# VLSI Implementation of Lifting Based 3-D DWT

M.Prethippa<sup>#1</sup>, N.Usha Bhanu<sup>\*2</sup>

<sup>#1</sup>M.E Communication System, Valliammai Engineering College SRM nagar, Kattangulathur, <sup>\*2</sup>Assitant professor, valliammai engineering college SRM nagar, kattangulathur.
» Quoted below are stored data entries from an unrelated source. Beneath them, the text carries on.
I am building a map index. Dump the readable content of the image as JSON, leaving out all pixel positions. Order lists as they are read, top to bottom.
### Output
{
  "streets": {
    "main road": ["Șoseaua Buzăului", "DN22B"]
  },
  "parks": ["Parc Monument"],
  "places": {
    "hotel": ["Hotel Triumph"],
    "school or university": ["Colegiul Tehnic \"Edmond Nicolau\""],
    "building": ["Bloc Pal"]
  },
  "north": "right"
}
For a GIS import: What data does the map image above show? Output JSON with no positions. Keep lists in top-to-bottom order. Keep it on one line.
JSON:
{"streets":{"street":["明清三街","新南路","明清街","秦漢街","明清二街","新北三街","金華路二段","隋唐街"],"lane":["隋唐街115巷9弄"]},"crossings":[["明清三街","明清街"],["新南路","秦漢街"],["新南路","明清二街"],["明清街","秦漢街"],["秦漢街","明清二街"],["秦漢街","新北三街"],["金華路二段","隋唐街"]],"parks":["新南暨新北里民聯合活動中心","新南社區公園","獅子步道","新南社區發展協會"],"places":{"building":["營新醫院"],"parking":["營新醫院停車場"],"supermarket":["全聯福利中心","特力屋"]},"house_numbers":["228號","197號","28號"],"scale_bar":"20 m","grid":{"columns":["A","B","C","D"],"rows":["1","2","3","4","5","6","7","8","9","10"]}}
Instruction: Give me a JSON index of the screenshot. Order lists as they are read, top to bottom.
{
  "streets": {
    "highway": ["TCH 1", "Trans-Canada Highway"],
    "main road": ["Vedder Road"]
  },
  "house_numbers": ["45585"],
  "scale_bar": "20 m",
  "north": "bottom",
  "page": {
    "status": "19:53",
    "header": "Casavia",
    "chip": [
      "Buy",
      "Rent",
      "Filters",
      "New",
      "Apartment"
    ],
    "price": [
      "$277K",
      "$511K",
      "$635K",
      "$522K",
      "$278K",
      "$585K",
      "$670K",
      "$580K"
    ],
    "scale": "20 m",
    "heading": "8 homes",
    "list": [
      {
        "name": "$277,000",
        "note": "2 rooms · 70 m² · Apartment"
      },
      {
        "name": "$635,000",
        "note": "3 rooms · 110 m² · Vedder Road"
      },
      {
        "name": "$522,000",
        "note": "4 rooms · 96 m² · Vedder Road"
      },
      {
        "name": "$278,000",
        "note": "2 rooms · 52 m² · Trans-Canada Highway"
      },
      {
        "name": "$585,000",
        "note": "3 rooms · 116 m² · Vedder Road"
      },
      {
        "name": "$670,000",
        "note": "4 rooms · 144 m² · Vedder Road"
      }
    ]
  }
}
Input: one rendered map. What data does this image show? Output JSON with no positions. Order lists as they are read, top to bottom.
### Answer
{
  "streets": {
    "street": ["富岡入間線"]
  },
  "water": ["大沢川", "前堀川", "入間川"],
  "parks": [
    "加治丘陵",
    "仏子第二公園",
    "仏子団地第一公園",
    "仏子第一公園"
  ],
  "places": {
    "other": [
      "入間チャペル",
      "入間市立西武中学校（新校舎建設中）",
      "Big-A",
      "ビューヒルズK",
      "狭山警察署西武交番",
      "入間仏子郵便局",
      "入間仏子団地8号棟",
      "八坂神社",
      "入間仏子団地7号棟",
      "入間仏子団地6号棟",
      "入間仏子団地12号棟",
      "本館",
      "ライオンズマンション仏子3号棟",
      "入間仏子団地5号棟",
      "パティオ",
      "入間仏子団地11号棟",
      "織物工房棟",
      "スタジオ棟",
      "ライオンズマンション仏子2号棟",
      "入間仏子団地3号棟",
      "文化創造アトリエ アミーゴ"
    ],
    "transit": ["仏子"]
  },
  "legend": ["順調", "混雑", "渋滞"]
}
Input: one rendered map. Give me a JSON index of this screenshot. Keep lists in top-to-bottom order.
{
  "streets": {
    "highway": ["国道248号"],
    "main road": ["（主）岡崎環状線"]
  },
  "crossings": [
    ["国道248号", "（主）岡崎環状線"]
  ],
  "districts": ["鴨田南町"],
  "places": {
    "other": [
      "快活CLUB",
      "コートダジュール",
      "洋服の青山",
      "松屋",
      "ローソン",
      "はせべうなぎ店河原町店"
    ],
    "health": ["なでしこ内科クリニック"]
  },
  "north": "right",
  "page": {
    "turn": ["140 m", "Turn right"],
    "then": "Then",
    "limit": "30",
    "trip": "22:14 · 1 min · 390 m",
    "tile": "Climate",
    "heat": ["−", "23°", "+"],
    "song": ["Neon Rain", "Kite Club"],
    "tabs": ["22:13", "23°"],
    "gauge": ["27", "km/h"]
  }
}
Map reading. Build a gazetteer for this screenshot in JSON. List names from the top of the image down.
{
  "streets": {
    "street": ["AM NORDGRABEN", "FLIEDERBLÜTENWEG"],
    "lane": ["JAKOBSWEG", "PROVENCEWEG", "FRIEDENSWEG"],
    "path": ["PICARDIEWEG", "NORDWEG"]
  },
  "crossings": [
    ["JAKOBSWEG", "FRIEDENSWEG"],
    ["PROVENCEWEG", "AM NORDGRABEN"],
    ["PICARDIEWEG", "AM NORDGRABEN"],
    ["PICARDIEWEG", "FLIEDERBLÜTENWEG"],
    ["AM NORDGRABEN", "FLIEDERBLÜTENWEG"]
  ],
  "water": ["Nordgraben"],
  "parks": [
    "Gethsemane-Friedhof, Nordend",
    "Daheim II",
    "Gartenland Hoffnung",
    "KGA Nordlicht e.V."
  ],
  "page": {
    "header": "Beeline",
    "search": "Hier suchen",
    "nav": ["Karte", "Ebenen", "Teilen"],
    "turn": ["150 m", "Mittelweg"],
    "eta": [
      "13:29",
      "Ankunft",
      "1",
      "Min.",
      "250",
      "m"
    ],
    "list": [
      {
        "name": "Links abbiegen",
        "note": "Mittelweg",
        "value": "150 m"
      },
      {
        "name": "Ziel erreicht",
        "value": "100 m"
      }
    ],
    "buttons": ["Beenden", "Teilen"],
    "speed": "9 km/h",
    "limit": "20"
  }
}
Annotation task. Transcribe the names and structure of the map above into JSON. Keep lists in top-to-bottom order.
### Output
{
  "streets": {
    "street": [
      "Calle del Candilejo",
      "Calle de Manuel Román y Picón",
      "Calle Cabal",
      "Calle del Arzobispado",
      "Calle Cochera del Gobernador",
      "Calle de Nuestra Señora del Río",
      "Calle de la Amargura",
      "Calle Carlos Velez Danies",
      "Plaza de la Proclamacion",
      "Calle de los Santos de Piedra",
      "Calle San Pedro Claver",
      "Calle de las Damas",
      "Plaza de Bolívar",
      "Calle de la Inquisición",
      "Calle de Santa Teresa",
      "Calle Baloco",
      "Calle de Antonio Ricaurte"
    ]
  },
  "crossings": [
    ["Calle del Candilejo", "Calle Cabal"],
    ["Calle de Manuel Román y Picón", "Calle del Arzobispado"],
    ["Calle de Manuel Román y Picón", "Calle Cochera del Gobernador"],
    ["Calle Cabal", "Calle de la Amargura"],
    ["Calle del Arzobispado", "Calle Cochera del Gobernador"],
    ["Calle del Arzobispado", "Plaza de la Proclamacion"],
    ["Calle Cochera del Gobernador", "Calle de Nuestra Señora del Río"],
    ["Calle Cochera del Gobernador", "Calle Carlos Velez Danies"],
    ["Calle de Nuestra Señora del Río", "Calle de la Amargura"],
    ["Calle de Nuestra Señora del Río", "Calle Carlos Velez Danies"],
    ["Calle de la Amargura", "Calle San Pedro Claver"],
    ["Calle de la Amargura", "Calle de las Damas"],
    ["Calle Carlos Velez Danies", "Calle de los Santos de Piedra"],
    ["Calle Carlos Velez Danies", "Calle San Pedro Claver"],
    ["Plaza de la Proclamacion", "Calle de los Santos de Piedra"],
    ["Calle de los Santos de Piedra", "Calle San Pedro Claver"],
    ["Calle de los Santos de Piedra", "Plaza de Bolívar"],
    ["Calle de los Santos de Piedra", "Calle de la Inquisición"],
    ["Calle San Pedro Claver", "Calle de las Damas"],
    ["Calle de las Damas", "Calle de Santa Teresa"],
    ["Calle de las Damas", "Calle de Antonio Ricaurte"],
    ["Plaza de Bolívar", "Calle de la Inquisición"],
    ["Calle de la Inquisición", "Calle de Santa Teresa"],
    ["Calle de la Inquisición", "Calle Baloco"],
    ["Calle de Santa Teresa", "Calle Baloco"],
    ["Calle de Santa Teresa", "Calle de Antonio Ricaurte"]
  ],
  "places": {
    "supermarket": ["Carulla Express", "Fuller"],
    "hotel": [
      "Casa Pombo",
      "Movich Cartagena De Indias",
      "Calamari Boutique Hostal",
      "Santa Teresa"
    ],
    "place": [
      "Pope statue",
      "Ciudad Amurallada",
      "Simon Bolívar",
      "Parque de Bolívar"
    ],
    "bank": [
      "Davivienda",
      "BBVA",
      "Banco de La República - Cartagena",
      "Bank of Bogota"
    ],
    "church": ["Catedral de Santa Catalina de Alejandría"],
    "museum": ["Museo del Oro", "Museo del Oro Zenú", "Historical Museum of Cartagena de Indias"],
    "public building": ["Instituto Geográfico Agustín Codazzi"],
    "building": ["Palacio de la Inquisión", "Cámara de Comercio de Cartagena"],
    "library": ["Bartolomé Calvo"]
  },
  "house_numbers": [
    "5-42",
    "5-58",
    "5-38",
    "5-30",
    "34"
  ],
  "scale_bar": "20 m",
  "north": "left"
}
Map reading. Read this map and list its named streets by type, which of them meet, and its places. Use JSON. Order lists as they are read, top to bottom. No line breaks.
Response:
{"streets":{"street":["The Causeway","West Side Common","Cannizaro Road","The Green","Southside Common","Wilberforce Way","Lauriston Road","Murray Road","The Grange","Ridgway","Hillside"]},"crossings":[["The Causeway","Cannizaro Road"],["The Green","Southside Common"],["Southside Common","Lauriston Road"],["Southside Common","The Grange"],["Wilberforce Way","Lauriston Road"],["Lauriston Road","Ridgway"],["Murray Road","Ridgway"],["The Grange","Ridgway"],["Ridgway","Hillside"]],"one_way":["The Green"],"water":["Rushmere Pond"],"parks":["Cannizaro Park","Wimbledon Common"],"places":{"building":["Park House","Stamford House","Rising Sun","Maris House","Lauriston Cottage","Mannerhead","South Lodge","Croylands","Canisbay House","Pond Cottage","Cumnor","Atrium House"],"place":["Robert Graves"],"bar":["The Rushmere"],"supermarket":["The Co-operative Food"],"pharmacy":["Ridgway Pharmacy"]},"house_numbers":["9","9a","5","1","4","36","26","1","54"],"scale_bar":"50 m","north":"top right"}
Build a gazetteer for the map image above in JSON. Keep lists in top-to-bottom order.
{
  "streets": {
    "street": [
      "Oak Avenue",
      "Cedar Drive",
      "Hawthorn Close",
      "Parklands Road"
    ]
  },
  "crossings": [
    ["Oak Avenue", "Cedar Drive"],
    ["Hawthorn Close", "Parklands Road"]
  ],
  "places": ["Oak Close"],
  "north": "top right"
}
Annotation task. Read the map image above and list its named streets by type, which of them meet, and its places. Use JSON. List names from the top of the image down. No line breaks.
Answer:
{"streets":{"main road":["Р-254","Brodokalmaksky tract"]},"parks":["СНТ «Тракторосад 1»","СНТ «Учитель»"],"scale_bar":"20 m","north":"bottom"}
Abstract -This paper proposes an efficient architecture for lifting based 3-D DWT Lifting based for video/ image signal using parallel pipeline technique. The main objective of this paper is to minimize the critical path delay in computing the 9/7 lossy lifting steps with reduced clock cycles. The architecture consists of row, column and temporal processors and video frames are processed using separability and cyclic symmetry property. The novelty of this method is by using flipping structure for adders and replacing multipliers by shift and add operations. This benefits the proposed method for low latency, power consumption, and high throughput over many existing architectures. To validate this model, the architecture is being coded in Verilog HDL and implemented using Xilinx ISE 14.7xc7a100t-3-csg324 FPGA. The performance of this architecture of 3D lifting DWT processor achieves a speed of at least 373 MHZ with low power dissipation making it suitable for real time high speed video applications.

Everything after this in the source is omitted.